Books on Galapagos, Museums, Ice Age and Buddha

ROBERT TANITCH’S ROUND-UP OF BOOKS No 6

GALAPAGOS Preserving Darwin’s Legacy by Tui de Roy (Bloomsbury £35). It’s a harsh world of survival. The Galapagos Islands have been on the map ever since the furore caused by Charles Darwin when he published The Origin of Species in 1859. Darwin described the islands as “the natural laboratory of evolution.”  The book, a celebratory record of the latest scientific discoveries, its problems and successes by a number of expert conservationists and researchers, is a dramatic story of preservation and an insight into the lives of sharks, giant tortoises, iguanas, finches, hawks, penguins, cormorants and sea lions. Rare species have been rescued against the odds of disease, climate change, oil spills and man.

KEEPING THEIR MARBLES by Tiffany JENKINS (Oxford University Press £25) How the treasures of the past ended up in museums and why they should stay there. Reparation, reparation, reparation. The contents of museums have become politically charged and the institutions have become more and more controversial. But making reparation can be a threat to our understanding of civilisations past. Should the Elgin Marbles be returned to Greece? Should the Benin Bronzes be returned to Nigeria? Read this well-argued book and you may change your mind.

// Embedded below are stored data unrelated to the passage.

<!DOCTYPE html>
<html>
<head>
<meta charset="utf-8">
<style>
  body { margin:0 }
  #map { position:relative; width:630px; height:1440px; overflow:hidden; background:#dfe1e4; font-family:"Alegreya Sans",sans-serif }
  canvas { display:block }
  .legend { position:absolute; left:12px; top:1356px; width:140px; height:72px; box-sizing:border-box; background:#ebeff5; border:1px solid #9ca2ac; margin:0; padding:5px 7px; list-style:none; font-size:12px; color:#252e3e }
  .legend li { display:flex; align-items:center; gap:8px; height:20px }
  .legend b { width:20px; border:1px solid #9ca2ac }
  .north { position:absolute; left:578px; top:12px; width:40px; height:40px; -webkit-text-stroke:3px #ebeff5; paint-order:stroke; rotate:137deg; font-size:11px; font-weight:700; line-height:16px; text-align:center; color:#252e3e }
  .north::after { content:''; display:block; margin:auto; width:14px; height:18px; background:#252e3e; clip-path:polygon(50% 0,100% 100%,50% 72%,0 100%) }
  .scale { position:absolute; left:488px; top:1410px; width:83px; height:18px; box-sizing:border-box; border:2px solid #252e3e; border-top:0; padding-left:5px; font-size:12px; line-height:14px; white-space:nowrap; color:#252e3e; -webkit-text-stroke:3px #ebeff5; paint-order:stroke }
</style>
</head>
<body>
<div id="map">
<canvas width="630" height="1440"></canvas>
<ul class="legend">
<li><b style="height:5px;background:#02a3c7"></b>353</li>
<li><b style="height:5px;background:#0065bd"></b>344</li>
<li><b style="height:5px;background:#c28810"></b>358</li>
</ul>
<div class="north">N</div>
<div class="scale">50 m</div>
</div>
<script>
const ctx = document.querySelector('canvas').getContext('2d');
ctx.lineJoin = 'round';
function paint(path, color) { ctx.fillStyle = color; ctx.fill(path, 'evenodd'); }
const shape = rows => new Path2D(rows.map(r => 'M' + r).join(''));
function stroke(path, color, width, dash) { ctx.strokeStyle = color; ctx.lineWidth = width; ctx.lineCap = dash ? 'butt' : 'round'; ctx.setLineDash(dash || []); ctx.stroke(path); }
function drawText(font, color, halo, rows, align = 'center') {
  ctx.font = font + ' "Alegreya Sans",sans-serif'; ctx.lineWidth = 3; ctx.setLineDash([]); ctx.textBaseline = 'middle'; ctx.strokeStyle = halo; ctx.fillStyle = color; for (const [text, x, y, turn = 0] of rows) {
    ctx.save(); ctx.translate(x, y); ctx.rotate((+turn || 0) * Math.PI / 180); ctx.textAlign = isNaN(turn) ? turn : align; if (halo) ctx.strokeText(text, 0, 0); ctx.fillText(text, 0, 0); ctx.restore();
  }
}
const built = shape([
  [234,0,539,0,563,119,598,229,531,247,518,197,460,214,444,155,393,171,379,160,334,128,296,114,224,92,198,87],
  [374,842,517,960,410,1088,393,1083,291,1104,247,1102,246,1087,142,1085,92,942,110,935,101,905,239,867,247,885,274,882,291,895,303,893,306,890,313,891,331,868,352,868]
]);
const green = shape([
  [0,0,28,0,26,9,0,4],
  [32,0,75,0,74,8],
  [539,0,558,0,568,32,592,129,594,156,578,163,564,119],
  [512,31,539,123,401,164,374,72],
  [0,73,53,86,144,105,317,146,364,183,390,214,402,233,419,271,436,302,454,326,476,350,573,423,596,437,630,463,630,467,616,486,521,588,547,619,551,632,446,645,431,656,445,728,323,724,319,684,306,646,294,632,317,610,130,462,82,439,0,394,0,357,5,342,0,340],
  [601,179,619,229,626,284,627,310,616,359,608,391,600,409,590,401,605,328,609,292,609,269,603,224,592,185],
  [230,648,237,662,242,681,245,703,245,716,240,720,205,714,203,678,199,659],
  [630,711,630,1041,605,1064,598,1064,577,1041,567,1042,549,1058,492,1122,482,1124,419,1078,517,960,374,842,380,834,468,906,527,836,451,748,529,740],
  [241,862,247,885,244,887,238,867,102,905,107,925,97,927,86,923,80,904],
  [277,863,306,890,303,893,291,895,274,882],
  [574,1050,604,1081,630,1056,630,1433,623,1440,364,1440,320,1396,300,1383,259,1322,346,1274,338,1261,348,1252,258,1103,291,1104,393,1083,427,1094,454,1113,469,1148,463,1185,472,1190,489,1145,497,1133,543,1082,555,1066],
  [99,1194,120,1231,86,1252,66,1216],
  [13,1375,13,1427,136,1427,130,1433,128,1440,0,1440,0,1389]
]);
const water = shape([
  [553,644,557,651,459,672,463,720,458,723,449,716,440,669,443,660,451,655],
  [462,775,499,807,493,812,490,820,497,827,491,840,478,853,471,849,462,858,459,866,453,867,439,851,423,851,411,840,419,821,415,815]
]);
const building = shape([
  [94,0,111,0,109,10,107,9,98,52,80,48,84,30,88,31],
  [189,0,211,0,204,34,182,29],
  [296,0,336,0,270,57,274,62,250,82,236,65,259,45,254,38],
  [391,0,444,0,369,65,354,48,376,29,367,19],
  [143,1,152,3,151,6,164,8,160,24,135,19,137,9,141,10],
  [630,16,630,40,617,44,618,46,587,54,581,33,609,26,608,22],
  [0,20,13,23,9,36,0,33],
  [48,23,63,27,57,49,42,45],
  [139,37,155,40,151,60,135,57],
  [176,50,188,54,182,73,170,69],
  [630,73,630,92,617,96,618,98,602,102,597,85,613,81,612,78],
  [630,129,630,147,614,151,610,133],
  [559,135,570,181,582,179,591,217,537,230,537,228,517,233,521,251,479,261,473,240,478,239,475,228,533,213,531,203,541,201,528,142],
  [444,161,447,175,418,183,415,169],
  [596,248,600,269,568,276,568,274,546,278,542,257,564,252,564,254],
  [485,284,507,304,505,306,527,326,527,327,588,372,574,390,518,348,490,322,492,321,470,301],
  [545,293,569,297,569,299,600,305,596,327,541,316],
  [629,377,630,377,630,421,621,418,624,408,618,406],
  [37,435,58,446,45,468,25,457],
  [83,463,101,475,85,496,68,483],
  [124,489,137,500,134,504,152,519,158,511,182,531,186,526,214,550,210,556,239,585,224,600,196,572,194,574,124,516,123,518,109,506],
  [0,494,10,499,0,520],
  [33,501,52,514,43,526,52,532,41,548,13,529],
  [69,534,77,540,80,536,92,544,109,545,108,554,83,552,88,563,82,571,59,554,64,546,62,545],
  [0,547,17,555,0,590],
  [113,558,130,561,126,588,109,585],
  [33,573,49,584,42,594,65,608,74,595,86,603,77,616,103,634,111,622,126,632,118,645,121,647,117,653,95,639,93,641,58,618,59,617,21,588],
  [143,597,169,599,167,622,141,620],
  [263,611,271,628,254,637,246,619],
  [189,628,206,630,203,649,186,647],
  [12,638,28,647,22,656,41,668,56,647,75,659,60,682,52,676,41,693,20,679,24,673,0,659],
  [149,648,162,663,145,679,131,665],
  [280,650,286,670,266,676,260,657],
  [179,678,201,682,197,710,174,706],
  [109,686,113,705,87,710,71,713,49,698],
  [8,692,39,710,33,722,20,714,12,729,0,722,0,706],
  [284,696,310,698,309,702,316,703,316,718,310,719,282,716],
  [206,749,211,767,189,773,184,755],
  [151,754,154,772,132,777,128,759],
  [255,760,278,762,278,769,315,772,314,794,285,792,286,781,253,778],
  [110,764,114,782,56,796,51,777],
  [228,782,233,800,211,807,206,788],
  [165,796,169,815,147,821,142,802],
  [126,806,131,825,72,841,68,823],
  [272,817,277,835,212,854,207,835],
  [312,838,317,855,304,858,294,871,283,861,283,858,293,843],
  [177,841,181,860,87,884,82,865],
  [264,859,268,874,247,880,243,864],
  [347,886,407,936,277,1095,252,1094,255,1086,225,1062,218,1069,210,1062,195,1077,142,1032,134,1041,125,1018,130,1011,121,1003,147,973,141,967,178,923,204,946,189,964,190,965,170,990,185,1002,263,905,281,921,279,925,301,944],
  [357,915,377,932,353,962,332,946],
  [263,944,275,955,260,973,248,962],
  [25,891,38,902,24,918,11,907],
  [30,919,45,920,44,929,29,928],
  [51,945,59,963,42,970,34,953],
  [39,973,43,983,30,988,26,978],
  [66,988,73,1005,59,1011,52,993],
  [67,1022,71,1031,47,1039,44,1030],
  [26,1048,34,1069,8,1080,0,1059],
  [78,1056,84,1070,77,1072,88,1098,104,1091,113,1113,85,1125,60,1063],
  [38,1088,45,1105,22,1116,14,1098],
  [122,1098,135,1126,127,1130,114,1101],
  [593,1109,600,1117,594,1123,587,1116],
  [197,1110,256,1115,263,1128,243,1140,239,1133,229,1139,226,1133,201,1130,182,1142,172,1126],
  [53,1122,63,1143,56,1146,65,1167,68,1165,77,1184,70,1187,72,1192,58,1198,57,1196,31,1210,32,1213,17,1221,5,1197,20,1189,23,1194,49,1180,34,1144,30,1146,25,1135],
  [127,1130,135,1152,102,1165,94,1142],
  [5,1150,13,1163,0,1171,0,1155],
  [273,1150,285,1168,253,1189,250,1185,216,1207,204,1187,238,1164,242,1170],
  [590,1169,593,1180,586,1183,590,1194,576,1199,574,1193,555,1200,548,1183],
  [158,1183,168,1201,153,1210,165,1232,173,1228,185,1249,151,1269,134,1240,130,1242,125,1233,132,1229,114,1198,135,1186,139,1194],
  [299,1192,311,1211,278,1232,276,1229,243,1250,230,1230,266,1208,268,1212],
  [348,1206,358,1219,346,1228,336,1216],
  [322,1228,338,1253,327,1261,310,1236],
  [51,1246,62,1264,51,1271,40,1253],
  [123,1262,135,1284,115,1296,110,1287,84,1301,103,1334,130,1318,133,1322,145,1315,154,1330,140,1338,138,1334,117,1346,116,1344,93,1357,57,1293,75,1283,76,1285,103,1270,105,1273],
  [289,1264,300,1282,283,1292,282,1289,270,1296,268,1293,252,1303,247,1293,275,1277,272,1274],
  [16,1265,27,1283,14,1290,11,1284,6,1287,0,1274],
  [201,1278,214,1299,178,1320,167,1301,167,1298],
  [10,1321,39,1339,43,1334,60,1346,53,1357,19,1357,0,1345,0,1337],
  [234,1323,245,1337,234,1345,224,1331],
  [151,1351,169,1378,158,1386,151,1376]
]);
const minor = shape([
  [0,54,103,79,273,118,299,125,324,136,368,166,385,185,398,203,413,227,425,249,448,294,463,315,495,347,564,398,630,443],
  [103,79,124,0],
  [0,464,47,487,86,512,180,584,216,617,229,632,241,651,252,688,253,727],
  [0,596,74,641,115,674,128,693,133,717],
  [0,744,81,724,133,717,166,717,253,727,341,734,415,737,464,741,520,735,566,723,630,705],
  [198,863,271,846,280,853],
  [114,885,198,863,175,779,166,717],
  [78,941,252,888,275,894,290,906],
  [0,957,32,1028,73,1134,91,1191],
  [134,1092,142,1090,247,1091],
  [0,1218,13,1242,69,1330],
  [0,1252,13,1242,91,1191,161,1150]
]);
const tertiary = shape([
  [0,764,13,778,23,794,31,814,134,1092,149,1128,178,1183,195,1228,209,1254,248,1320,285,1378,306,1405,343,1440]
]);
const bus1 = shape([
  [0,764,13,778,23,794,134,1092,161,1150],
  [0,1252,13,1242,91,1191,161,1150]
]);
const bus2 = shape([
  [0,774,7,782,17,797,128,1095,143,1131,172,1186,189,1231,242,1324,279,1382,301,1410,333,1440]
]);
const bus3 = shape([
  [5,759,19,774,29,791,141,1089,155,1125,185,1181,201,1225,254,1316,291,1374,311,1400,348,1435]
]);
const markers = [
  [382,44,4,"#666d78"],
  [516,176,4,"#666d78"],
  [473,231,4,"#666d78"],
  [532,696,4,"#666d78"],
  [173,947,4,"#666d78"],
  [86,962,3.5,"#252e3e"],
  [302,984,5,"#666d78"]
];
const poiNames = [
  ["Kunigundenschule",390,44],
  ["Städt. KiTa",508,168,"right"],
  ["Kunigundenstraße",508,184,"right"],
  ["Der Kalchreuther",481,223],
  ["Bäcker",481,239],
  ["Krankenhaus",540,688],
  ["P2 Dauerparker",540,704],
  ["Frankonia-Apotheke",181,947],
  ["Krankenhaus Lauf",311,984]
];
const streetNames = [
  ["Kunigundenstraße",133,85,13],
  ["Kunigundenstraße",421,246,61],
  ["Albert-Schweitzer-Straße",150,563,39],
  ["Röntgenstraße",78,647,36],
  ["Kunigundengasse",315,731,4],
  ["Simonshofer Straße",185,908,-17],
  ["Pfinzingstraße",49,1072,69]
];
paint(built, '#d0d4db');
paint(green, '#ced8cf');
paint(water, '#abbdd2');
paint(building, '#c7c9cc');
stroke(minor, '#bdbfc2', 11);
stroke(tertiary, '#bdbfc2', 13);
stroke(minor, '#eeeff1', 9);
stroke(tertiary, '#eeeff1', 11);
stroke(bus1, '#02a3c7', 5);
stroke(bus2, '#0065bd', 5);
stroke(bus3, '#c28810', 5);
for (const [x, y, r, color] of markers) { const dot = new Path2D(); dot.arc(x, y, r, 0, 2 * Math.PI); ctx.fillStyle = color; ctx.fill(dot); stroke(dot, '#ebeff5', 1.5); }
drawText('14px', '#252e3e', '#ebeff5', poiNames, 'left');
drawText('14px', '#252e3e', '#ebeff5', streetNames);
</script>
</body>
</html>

IMAGES OF THE ICE AGE by Paul G Bahn (Oxford University Press £30). Third edition.  A record of the world’s earliest images beginning with the cave art of Lescaux, Altamira, Chauvet and other less well-known sites. It has now been updated with new discoveries from Germany, Spain (notably The cave of La Garma0, Indonesia and Egypt. Richly and fascinatingly illustrated this exploration of rocks and objects will be invaluable to students and anybody interested in pre-historic art.

THE FACE OF THE BUDDHA by William Empson (Oxford University Press) In 1931 the English poet and literary critic William Empson became interested in the Buddhists sculptures of ancient Japan. He lost his manuscript during World War 2. Sixty years later it was rediscovered and is published for the first time and is edited by Rupert Arrowsmith. The book is a record of his studies during his travels to China, Korea, Vietnam, Cambodia, Burma, India and Ceylon. Empson points out that the faces of nearly all the Buddhas seem to be asymmetrical. It is as if the artists were working on a theory.